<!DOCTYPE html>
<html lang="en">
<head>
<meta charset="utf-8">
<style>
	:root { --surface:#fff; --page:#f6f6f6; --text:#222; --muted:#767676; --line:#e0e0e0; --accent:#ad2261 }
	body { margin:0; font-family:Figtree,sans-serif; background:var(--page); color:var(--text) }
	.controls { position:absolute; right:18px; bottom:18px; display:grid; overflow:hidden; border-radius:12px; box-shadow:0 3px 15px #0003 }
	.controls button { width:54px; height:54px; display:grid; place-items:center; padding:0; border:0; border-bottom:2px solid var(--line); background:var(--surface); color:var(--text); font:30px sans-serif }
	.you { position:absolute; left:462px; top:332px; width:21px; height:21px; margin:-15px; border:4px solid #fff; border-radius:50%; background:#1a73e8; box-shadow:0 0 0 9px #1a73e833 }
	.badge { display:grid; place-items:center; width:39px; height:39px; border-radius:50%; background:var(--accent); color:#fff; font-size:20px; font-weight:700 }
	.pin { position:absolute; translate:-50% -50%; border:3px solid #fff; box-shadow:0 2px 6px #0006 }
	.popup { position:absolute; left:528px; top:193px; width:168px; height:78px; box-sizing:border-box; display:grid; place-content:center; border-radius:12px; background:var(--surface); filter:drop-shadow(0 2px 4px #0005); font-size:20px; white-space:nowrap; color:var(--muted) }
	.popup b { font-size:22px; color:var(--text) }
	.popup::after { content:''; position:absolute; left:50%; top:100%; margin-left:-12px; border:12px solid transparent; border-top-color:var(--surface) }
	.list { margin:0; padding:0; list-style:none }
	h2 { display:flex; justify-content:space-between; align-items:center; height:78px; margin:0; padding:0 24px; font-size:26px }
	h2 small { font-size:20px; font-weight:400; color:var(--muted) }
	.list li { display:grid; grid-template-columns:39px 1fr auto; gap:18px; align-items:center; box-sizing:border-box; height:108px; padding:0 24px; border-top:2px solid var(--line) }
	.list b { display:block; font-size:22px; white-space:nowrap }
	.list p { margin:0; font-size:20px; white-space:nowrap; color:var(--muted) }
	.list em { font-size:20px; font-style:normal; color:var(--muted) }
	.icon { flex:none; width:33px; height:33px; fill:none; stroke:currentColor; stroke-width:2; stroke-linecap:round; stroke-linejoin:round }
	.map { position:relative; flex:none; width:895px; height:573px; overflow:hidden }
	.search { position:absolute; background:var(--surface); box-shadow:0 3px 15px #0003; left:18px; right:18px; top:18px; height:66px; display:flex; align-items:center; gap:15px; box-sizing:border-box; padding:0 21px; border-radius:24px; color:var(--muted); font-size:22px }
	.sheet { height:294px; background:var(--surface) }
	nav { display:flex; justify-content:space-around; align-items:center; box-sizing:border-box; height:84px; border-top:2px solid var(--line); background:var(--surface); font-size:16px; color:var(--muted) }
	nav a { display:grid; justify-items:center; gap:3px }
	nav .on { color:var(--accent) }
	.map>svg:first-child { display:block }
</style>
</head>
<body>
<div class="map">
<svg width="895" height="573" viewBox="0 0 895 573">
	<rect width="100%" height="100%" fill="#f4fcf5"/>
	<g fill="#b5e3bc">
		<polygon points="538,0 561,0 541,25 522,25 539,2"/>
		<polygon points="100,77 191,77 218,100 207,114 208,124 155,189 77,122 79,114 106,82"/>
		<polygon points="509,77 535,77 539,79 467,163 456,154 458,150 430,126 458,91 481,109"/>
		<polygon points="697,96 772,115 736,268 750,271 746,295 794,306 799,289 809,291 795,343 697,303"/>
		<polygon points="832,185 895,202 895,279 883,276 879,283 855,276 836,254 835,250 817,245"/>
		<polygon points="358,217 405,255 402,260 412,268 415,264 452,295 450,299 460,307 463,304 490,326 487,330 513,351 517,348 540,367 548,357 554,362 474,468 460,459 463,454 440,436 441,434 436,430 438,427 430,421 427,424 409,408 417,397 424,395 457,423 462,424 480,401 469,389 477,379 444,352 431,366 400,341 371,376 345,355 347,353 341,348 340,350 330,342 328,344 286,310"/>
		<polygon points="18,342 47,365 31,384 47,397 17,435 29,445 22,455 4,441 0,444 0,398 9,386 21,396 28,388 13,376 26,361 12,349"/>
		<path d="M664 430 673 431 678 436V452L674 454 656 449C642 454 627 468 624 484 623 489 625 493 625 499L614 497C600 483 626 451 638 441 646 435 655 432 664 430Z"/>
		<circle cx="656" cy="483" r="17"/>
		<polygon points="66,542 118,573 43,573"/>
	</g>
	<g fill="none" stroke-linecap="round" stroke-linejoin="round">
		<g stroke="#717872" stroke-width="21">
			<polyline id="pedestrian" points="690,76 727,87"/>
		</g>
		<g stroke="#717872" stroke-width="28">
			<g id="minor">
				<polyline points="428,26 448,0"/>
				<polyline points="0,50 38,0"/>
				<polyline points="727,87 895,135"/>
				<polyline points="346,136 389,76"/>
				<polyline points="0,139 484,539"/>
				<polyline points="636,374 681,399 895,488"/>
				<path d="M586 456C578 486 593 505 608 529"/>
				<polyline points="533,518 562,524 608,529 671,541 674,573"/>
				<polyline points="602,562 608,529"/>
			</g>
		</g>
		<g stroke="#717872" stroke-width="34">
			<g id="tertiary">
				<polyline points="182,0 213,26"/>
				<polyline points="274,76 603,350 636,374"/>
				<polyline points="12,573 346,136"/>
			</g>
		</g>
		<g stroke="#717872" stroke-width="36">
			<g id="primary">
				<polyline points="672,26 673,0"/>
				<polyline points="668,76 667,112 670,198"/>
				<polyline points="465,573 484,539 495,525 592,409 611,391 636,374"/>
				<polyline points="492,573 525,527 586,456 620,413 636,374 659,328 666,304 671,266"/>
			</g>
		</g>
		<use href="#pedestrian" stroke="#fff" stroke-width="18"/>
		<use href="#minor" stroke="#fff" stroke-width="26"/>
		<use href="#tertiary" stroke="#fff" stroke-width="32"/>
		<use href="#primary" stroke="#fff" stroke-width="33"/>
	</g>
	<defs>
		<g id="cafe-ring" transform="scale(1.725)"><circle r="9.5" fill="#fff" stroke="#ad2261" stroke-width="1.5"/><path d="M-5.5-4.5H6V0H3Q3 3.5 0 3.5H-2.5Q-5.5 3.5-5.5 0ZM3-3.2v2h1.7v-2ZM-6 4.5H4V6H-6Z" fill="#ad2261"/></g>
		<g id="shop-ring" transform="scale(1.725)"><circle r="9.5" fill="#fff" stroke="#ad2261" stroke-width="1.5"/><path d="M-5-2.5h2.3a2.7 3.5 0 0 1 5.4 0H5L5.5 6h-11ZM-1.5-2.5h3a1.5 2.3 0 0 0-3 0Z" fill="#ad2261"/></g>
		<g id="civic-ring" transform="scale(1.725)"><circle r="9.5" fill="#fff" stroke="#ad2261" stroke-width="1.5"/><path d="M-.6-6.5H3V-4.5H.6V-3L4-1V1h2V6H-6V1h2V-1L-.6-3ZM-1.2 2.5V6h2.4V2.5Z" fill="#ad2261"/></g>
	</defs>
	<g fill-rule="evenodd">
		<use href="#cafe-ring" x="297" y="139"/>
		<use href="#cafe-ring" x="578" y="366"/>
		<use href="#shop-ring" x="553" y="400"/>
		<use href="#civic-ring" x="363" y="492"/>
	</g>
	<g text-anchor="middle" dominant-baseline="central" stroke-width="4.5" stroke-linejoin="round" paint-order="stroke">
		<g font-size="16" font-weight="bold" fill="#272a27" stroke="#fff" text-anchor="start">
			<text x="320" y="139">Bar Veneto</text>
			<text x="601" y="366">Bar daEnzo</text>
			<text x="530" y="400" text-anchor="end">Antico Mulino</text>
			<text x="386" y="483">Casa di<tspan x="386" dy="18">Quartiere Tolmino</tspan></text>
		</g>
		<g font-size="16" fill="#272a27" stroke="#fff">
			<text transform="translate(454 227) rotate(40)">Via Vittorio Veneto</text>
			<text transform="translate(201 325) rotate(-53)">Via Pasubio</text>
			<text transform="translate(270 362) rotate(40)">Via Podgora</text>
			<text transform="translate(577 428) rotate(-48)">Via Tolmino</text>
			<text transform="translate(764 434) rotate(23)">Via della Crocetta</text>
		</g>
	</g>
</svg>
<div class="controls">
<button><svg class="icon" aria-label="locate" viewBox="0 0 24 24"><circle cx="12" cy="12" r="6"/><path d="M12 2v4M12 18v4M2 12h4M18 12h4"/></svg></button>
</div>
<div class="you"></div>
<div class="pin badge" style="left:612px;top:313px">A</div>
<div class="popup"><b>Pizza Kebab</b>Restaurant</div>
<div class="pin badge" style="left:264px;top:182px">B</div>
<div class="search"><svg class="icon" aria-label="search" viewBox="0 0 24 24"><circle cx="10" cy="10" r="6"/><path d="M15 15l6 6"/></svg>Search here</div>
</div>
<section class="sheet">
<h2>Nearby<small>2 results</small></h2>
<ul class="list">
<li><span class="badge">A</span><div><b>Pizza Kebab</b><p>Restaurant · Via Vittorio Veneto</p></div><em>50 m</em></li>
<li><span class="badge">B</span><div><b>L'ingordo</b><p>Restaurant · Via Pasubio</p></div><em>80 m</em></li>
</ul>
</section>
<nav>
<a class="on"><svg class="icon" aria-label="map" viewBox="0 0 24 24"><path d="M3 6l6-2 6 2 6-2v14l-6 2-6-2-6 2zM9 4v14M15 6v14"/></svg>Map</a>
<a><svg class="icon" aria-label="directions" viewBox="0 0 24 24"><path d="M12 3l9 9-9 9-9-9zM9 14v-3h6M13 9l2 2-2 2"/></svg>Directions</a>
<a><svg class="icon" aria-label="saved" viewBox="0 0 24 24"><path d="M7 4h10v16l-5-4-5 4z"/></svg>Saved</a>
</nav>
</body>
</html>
━━━━━━━━━━
● **Problem requirements**: Which lines in the records above include the word "linecap"? Copy them out.

● **Answer below**:
	.icon { flex:none; width:33px; height:33px; fill:none; stroke:currentColor; stroke-width:2; stroke-linecap:round; stroke-linejoin:round }
	<g fill="none" stroke-linecap="round" stroke-linejoin="round">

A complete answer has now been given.